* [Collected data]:
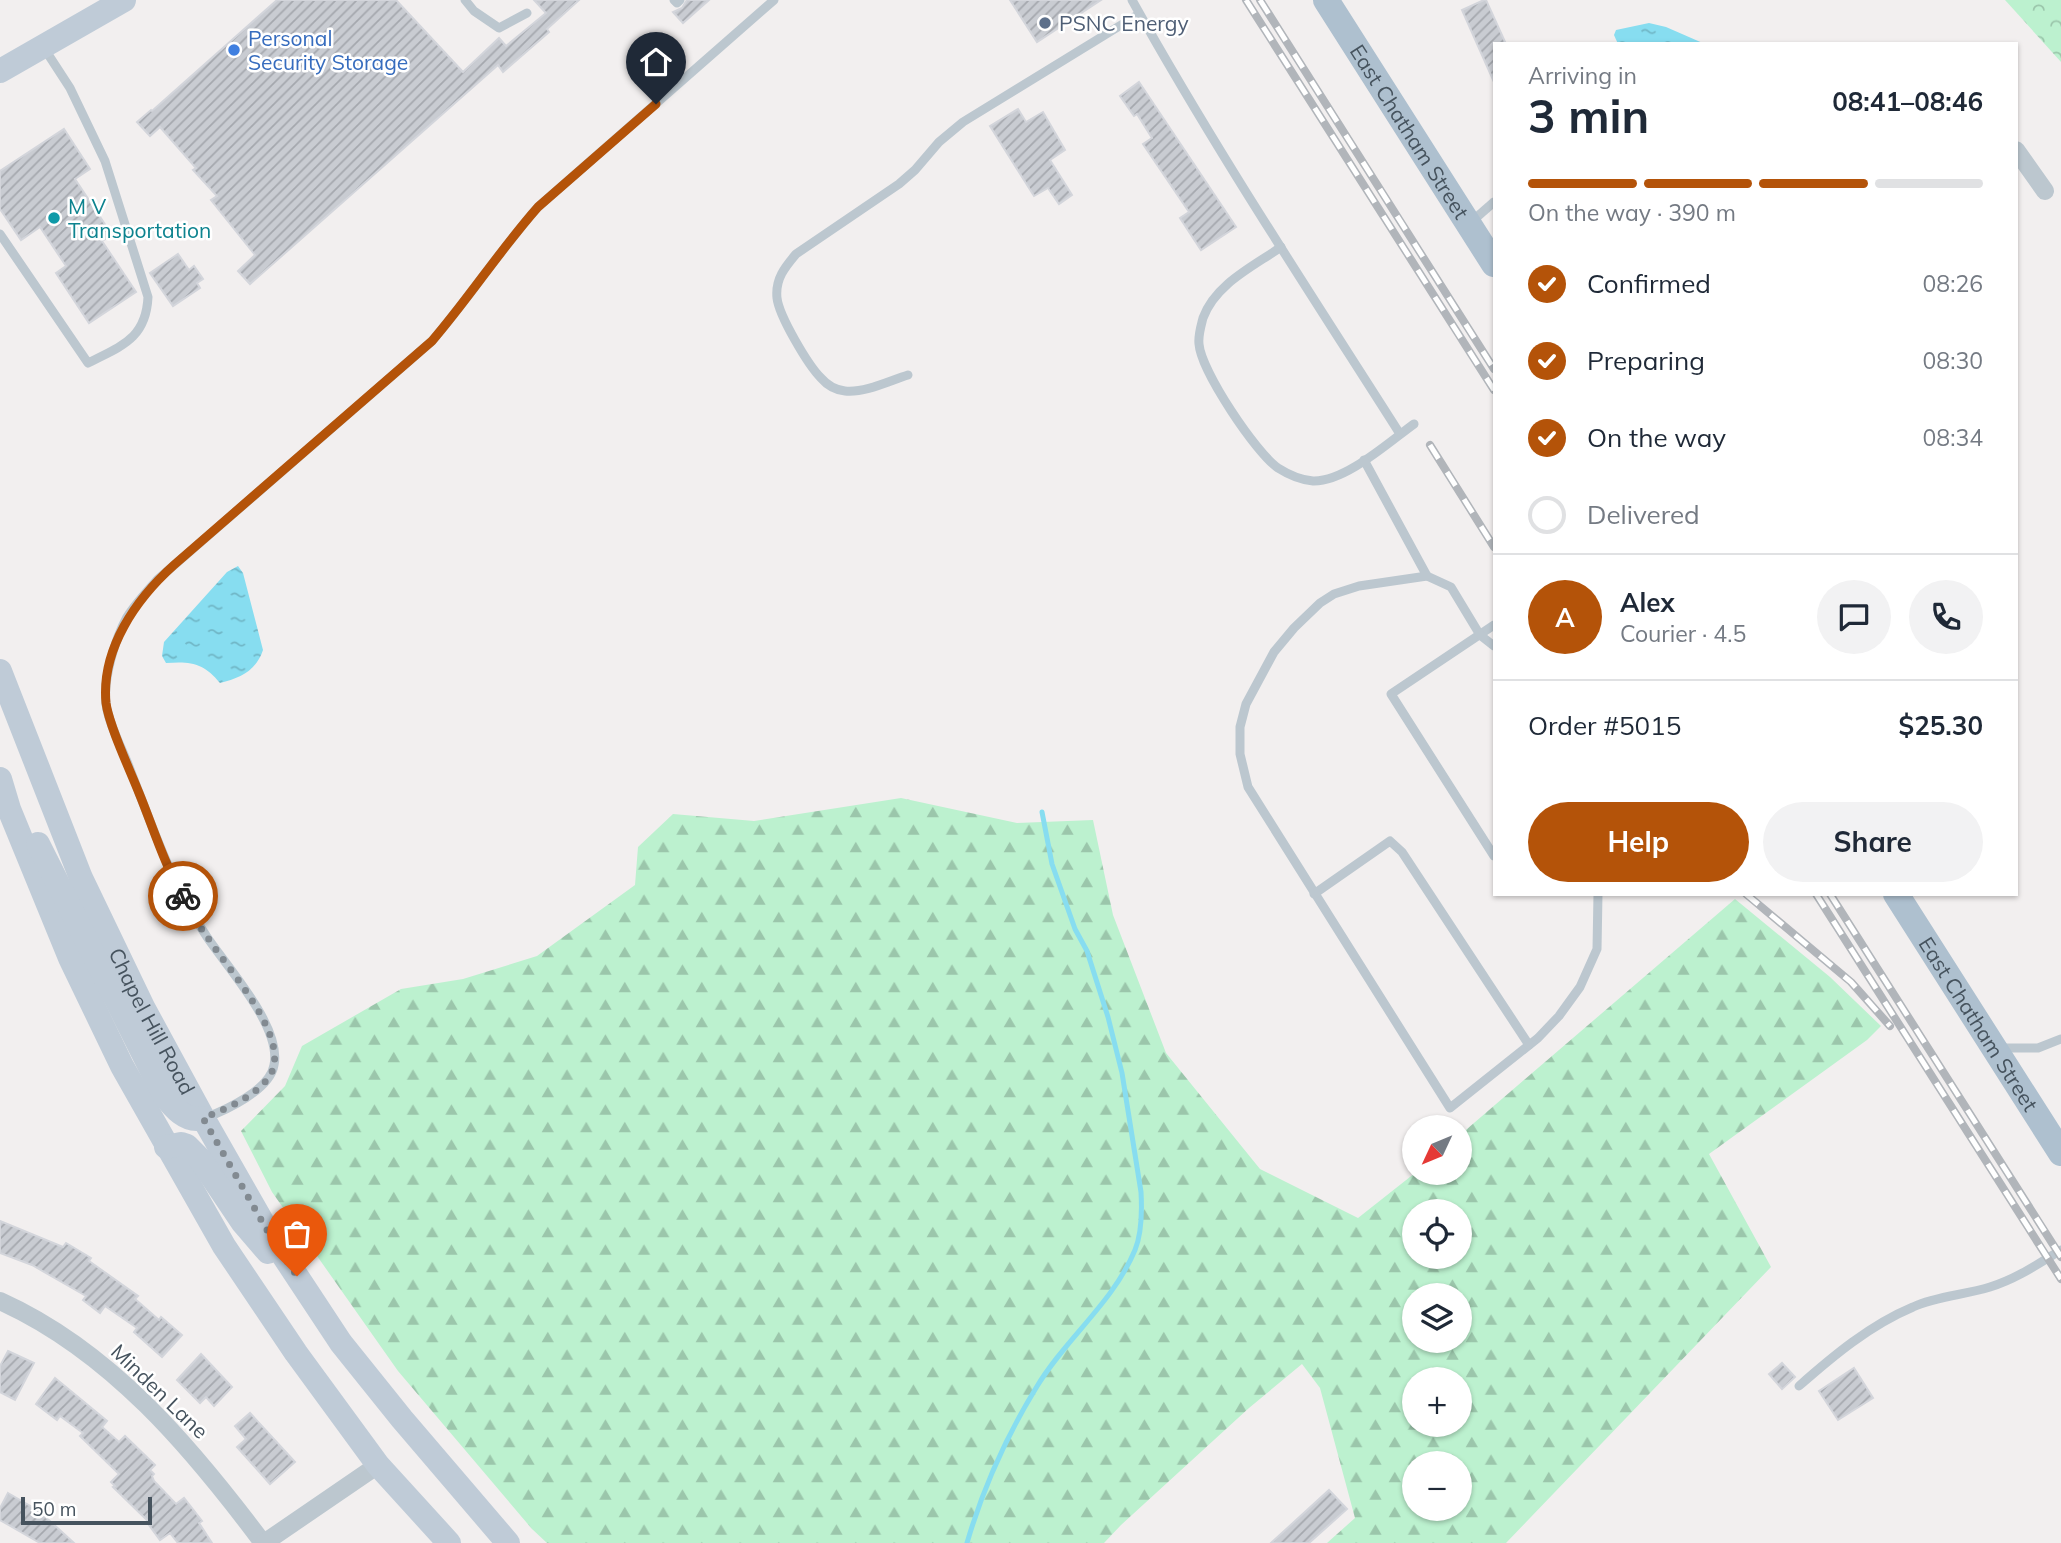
<!DOCTYPE html>
<meta charset="utf-8">
<style>
body{margin:0;font-family:Mulish,sans-serif;background:#f2f2f3;color:#1f2937;height:100vh;display:flex;flex-direction:column;font-size:26px;white-space:nowrap}
*{box-sizing:border-box;margin:0}
p{font-size:23px;color:#747a83}
.icon{flex:none;width:38px;height:38px;fill:none;stroke:currentColor;stroke-width:2;stroke-linecap:round;stroke-linejoin:round}
.map{position:relative;flex:1;overflow:hidden}
.panel{position:absolute;left:1493px;top:42px;width:525px;height:854px;display:flex;flex-direction:column;background:#fff;border-radius:0px;box-shadow:0 2px 5px #0004}
.panel>*{flex:none}
.needle{width:46px;rotate:226deg}
.tools{position:absolute;left:1402px;top:1115px;display:grid;gap:14px}
.tools a{display:grid;place-items:center;width:70px;height:70px;border-radius:50%;background:#fff;box-shadow:0 2px 5px #0004;font-size:35px}
.scale{position:absolute;left:21px;bottom:18px;width:131px;box-sizing:border-box;padding-left:7px;border:4px solid #46535e;border-top:0;font-size:19px;line-height:24px;white-space:nowrap;color:#46535e;-webkit-text-stroke:5px #fff;paint-order:stroke}
.pin{position:absolute;display:grid;place-items:center;width:60px;height:60px;color:#fff;margin:-72px -30px;border-radius:50% 50% 50% 0;rotate:-45deg;box-shadow:0 0 7px #0007}
.pin .icon{rotate:45deg}
.courier{position:absolute;display:grid;place-items:center;width:70px;height:70px;margin:-35px;border:5px solid #b45309;border-radius:50%;background:#fff;color:#222;box-shadow:0 2px 9px #0007}
.headline em{font-style:normal;font-weight:700}
.headline div{display:flex;flex-direction:column-reverse}
.headline{display:flex;align-items:center;justify-content:space-between;height:119px;padding:0 35px}
h1{font-size:46px;font-weight:700;line-height:52px}
.bar{display:grid;grid-template-columns:repeat(4,1fr);gap:10px 7px;align-content:center;height:84px;padding:0 35px}
.bar i{height:9px;border-radius:5px;background:#e0e1e3}
.bar .on{background:#b45309}
.bar p{grid-column:span 4}
.line{display:flex;align-items:center;gap:18px;padding:0 35px;border-top:2px solid #e0e1e3}
.line div{flex:1}
.round{display:grid;place-items:center;flex:none;width:74px;height:74px;border-radius:37px;background:#f2f2f3}
ol{padding:0 35px;list-style:none}
li{display:flex;align-items:center;gap:21px;height:77px}
li p{margin-inline-start:auto}
li .icon{padding:7px;border-radius:50%;background:#b45309;color:#fff;stroke-width:4}
li:last-child{color:#747a83}
li i{width:38px;height:38px;border:4px solid #e0e1e3;border-radius:50%}
.action{display:flex;gap:14px;margin-top:auto;padding:14px 35px}
.action a{flex:1;height:80px;border-radius:42px;background:#b45309;color:#fff;font-size:28px;font-weight:700;line-height:80px;text-align:center}
.action a+a{background:#f2f2f3;color:#1f2937}
.map>svg:first-child{display:block}
.forest{fill:url(#forest-firs);fill-rule:evenodd}
.park{fill:url(#park-crowns)}
.water{fill:url(#water-ripples)}
.lines{fill:none;stroke-linecap:round;stroke-linejoin:round}
.stream{stroke:#87ddf0;stroke-width:5}
.building{fill:url(#building-hatch);stroke:#d3d5db;stroke-width:2}
.lane{stroke:#bcc7cf;stroke-width:9}
.street{stroke:#bcc7cf;stroke-width:18}
.secondary{stroke:#bfcbd7;stroke-width:24}
.primary{stroke:#aec0cf;stroke-width:26}
.rail-casing{stroke:#b1b5ba;stroke-width:8}
.rail{stroke:#fff;stroke-width:5;stroke-dasharray:16;stroke-linecap:butt}
.done{stroke:#828a91;stroke-width:7;stroke-dasharray:0 12.6}
.route{stroke:#b45309;stroke-width:9}
.service-dot{fill:#5c6f8a;stroke:#fff;stroke-width:2.5}
.shop-dot{fill:#3f7fe0;stroke:#fff;stroke-width:2.5}
.culture-dot{fill:#0f9aa8;stroke:#fff;stroke-width:2.5}
.labels{text-anchor:middle;dominant-baseline:central;stroke-width:5;stroke-linejoin:round;paint-order:stroke}
.service-label{font-size:21px;fill:#4e5e75;stroke:#fff;text-anchor:start}
.shop-label{font-size:21px;fill:#366cbe;stroke:#fff;text-anchor:start}
.street-label{font-size:21px;fill:#46535e;stroke:#fff}
.culture-label{font-size:21px;fill:#0d838f;stroke:#fff;text-anchor:start}
</style>
<div class="map">
<svg width="2061" height="1543" viewBox="0 0 2061 1543">
<defs>
<pattern id="forest-firs" width="22" height="20" patternUnits="userSpaceOnUse" patternTransform="scale(1.75)"><rect width="22" height="20" fill="#bcf1cf"/><path d="M5 1l3.5 6h-7zM16 11l3.5 6h-7z" fill="#9bc6ab"/></pattern>
<pattern id="park-crowns" width="20" height="18" patternUnits="userSpaceOnUse" patternTransform="scale(1.75)"><rect width="20" height="18" fill="#bcf1cf"/><path d="M2 6a3 3 0 1 1 6 0M12 15a3 3 0 1 1 6 0" fill="none" stroke="#9bc6ab"/></pattern>
<pattern id="water-ripples" width="26" height="14" patternUnits="userSpaceOnUse" patternTransform="scale(1.75)"><rect width="26" height="14" fill="#87ddf0"/><path d="M2 4q2-2 4 0t4 0M15 11q2-2 4 0t4 0" fill="none" stroke="#70b6c6"/></pattern>
<pattern id="building-hatch" width="6" height="6" patternUnits="userSpaceOnUse" patternTransform="scale(1.75)"><rect width="6" height="6" fill="#c9ccd2"/><path d="M-1 1l2-2M0 6l6-6M5 7l2-2" fill="none" stroke="#a5a8ae"/></pattern>
</defs>
<rect width="100%" height="100%" fill="#f2efef"/>
<path class="forest" d="M901,798L1017,823L1093,820L1113,915L1166,1053L1260,1169L1358,1218L1415,1173L1460,1172V1135L1735,899L1830,977L1881,1026L1867,1040L1709,1154L1771,1267L1506,1543H1327L1355,1518L1320,1388L1302,1364L1249,1408L1121,1525L1104,1543H547L532,1529L398,1371L272,1192L241,1131L285,1086L302,1046L401,989L463,979L537,956L635,885L638,847L673,814L754,821ZM1414,1211H1460V1256H1414ZM1414,1295H1460V1340H1414ZM1414,1379H1460V1424H1414ZM1414,1463H1460V1508H1414Z"/>
<polygon class="park" points="2005,0 2061,0 2061,62"/>
<g class="water">
<polygon points="1649,23 1666,27 1705,44 1618,44 1614,35 1616,30"/>
<path d="M238,566L243,573L263,650C256,671 240,678 220,683C204,663 191,661 166,663L162,656L164,642L227,572Z"/>
</g>
<g class="lines">
<path class="stream" d="M967,1543C983,1488 1006,1437 1036,1388C1065,1339 1113,1303 1135,1250C1142,1233 1142,1210 1141,1192L1122,1073L1108,1017L1087,951L1075,929L1052,864L1042,812"/>
</g>
<g class="building">
<polygon points="277,0 396,0 463,72 499,38 506,46 546,13 534,0 579,0 547,29 549,32 503,72 498,65 250,284 238,271 255,255 211,200 217,196 193,170 196,168 160,127 150,136 137,122 151,110 152,111"/>
<polygon points="687,0 709,0 683,23 673,12 682,8"/>
<polygon points="1010,0 1101,0 1037,42"/>
<polygon points="1484,0 1486,0 1506,44 1494,44 1494,82 1462,10"/>
<polygon points="1139,82 1236,227 1201,250 1180,218 1189,212 1143,144 1152,138 1137,114 1134,116 1120,96"/>
<polygon points="1018,109 1026,122 1043,112 1065,150 1050,160 1072,195 1059,204 1048,188 1034,196 990,126"/>
<polygon points="64,129 90,169 75,179 112,235 102,241 136,292 89,323 56,273 66,266 40,227 21,240 0,209 0,171"/>
<polygon points="178,254 189,270 194,266 203,279 197,283 200,288 173,306 150,273"/>
<polygon points="0,1221 63,1247 66,1243 91,1258 89,1261 138,1296 135,1299 159,1320 161,1317 182,1335 162,1357 134,1332 137,1328 105,1306 100,1313 83,1300 86,1296 32,1265 0,1253"/>
<polygon points="8,1351 34,1363 15,1400 0,1392 0,1366"/>
<polygon points="201,1354 232,1387 214,1406 206,1397 200,1403 177,1380"/>
<polygon points="1782,1363 1795,1377 1782,1389 1769,1374"/>
<polygon points="1854,1368 1873,1398 1838,1420 1819,1391"/>
<polygon points="55,1378 107,1421 102,1427 119,1442 125,1436 155,1465 150,1470 154,1474 152,1476 154,1481 176,1504 184,1498 202,1521 199,1523 212,1543 178,1543 170,1533 160,1540 149,1525 151,1524 113,1487 115,1486 111,1482 119,1474 80,1436 83,1433 60,1416 57,1420 36,1404"/>
<polygon points="250,1413 295,1462 270,1484 237,1447 246,1439 235,1426"/>
<polygon points="1329,1490 1347,1509 1309,1543 1271,1543"/>
<polygon points="8,1493 39,1511 74,1543 40,1543 0,1520 0,1508"/>
</g>
<g class="lines">
<g class="lane">
<polyline points="465,0 474,11 499,28 527,13"/>
<polyline points="674,0 677,3 680,0"/>
<path d="M1132,0C1215,149 1309,291 1400,434"/>
<polyline points="1470,223 1494,202"/>
<path d="M0,234L88,363C121,346 146,339 148,297L105,161L70,88L44,48"/>
<path d="M1281,247C1254,266 1215,284 1203,318C1201,326 1198,335 1199,344C1201,371 1256,453 1278,468C1289,475 1301,480 1313,481C1345,482 1389,442 1414,424"/>
<path d="M908,375C889,381 865,393 845,391C836,390 827,385 821,378C808,365 779,316 777,298C775,279 785,267 796,254L899,184L915,170L939,142L963,122L1139,14"/>
<polyline points="1364,460 1427,576"/>
<polyline points="1494,625 1391,694 1494,856"/>
<polyline points="1494,646 1480,635 1451,587 1427,576 1359,586 1334,594 1320,603 1294,628 1274,652 1246,704 1240,727 1240,754 1248,787 1450,1108 1538,1038 1559,1016 1580,987 1597,949 1598,894"/>
<polyline points="1314,894 1390,841 1402,852 1529,1045"/>
<polyline points="1998,1048 2038,1048 2061,1039"/>
<path d="M205,1118C226,1110 270,1090 274,1065C282,1027 227,967 207,937C172,885 152,826 130,769C122,748 109,725 106,704C103,679 115,639 127,617C135,604 147,591 157,580L432,341C469,298 500,250 538,207L774,0"/>
<path d="M1799,1386C1833,1356 1870,1325 1913,1307C1937,1296 1965,1295 1990,1287C2016,1279 2038,1264 2061,1250"/>
</g>
<g class="street">
<polyline points="2016,150 2045,191"/>
<path d="M0,1301C111,1351 192,1448 263,1543"/>
<polyline points="264,1543 378,1465"/>
</g>
<g class="secondary">
<polyline points="0,71 124,0"/>
<path id="s1" d="M0,671L81,878L143,1007L206,1123L271,1237L341,1343L402,1419L508,1543"/>
<polyline points="0,779 9,809 70,958 122,1066 224,1246 296,1353 378,1465 449,1543"/>
<path d="M38,844L164,1095C173,1107 186,1123 203,1118"/>
<polyline points="166,1147 181,1144 187,1146 200,1159 243,1223 268,1252"/>
</g>
<g class="primary">
<path id="s2" d="M1326,0L1494,264"/>
<path id="s3" d="M1896,894L2061,1153"/>
</g>
<g class="rail-casing">
<g id="rail">
<polyline points="1246,0 1494,390"/>
<polyline points="1260,0 1494,369"/>
<polyline points="1430,445 1494,547"/>
<polyline points="1746,894 1851,982 1890,1026"/>
<polyline points="1816,894 2061,1279"/>
<polyline points="1830,894 2061,1257"/>
</g>
</g>
<use href="#rail" class="rail"/>
</g>
<g class="lines">
<path class="done" d="M183,896C191,910 198,925 208,938C228,969 281,1027 274,1065C270,1090 225,1110 203,1118L271,1237L297,1276"/>
<path class="route" d="M183,896C164,864 153,827 139,793C130,770 109,726 106,703C101,649 136,599 174,565L432,341C469,298 500,250 538,207L656,104"/>
</g>
<circle class="service-dot" cx="1045" cy="23" r="7"/>
<circle class="shop-dot" cx="234" cy="50" r="7"/>
<circle class="culture-dot" cx="54" cy="218" r="7"/>
<g class="labels">
<g class="service-label">
<text x="1059" y="23">PSNC Energy</text>
</g>
<g class="shop-label">
<text x="248" y="38">Personal<tspan x="248" dy="24">Security Storage</tspan></text>
</g>
<g class="street-label">
<text stroke="none"><textPath href="#s2" startOffset="156">East Chatham Street</textPath></text>
<text stroke="none"><textPath href="#s1" startOffset="382">Chapel Hill Road</textPath></text>
<text stroke="none"><textPath href="#s3" startOffset="154">East Chatham Street</textPath></text>
<text transform="translate(160 1391) rotate(44)">Minden Lane</text>
</g>
<g class="culture-label">
<text x="68" y="206">M V<tspan x="68" dy="24">Transportation</tspan></text>
</g>
</g>
</svg>
<div class="tools">
<a><svg class="needle" viewBox="-14 -14 28 28"><path d="M0-13l5 13h-10z" fill="#e53935"/><path d="M0 13l5-13h-10z" fill="#747a83"/></svg></a>
<a><svg class="icon" aria-label="locate" viewBox="0 0 24 24"><circle cx="12" cy="12" r="6"/><path d="M12 2v4M12 18v4M2 12h4M18 12h4"/></svg></a>
<a><svg class="icon" aria-label="layers" viewBox="0 0 24 24"><path d="M12 4l9 5-9 5-9-5zM3 14l9 5 9-5"/></svg></a>
<a>+</a>
<a>−</a>
</div>
<div class="scale">50 m</div>
<div class="pin" style="left:297px;top:1276px;background:#ea580c"><svg class="icon" aria-label="bag" viewBox="0 0 24 24"><path d="M5 8h14l-1 12H6zM9 8a3 3 0 0 1 6 0"/></svg></div>
<div class="pin" style="left:656px;top:104px;background:#1f2937"><svg class="icon" aria-label="home" viewBox="0 0 24 24"><path d="M3 11l9-7 9 7M6 9v11h12V9"/></svg></div>
<div class="courier" style="left:183px;top:896px"><svg class="icon" aria-label="bike" viewBox="0 0 24 24"><circle cx="6" cy="16" r="4"/><circle cx="18" cy="16" r="4"/><path d="M6 16l4-8h5l3 8M10 8l3 8H6M13 5h3"/></svg></div>
<section class="panel">
<div class="headline"><div><h1>3 min</h1><p>Arriving in</p></div><em>08:41–08:46</em></div>
<div class="bar"><i class="on"></i><i class="on"></i><i class="on"></i><i></i><p>On the way · 390 m</p></div>
<ol>
<li><svg class="icon" aria-label="check" viewBox="0 0 24 24"><path d="M5 12l5 5 9-10"/></svg>Confirmed<p>08:26</p></li>
<li><svg class="icon" aria-label="check" viewBox="0 0 24 24"><path d="M5 12l5 5 9-10"/></svg>Preparing<p>08:30</p></li>
<li><svg class="icon" aria-label="check" viewBox="0 0 24 24"><path d="M5 12l5 5 9-10"/></svg>On the way<p>08:34</p></li>
<li><i></i>Delivered</li>
</ol>
<div class="line" style="height:126px"><b class="round" style="background:#b45309;color:#fff">A</b><div><b>Alex</b><p>Courier · 4.5</p></div><a class="round"><svg class="icon" aria-label="chat" viewBox="0 0 24 24"><path d="M4 5h16v11H9l-5 4z"/></svg></a><a class="round"><svg class="icon" aria-label="phone" viewBox="0 0 24 24"><path d="M5 4h4l2 5-3 2q2 4 5 5l2-3 5 2v4C11 20 4 13 5 4z"/></svg></a></div>
<div class="line" style="height:91px"><div>Order #5015</div><b>$25.30</b></div>
<div class="action"><a>Help</a><a>Share</a></div>
</section>
</div>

* [Exercise requirements]: Extract from the data every line where "tools" shows up.

* [Answer to this task]:
.tools{position:absolute;left:1402px;top:1115px;display:grid;gap:14px}
.tools a{display:grid;place-items:center;width:70px;height:70px;border-radius:50%;background:#fff;box-shadow:0 2px 5px #0004;font-size:35px}
<div class="tools">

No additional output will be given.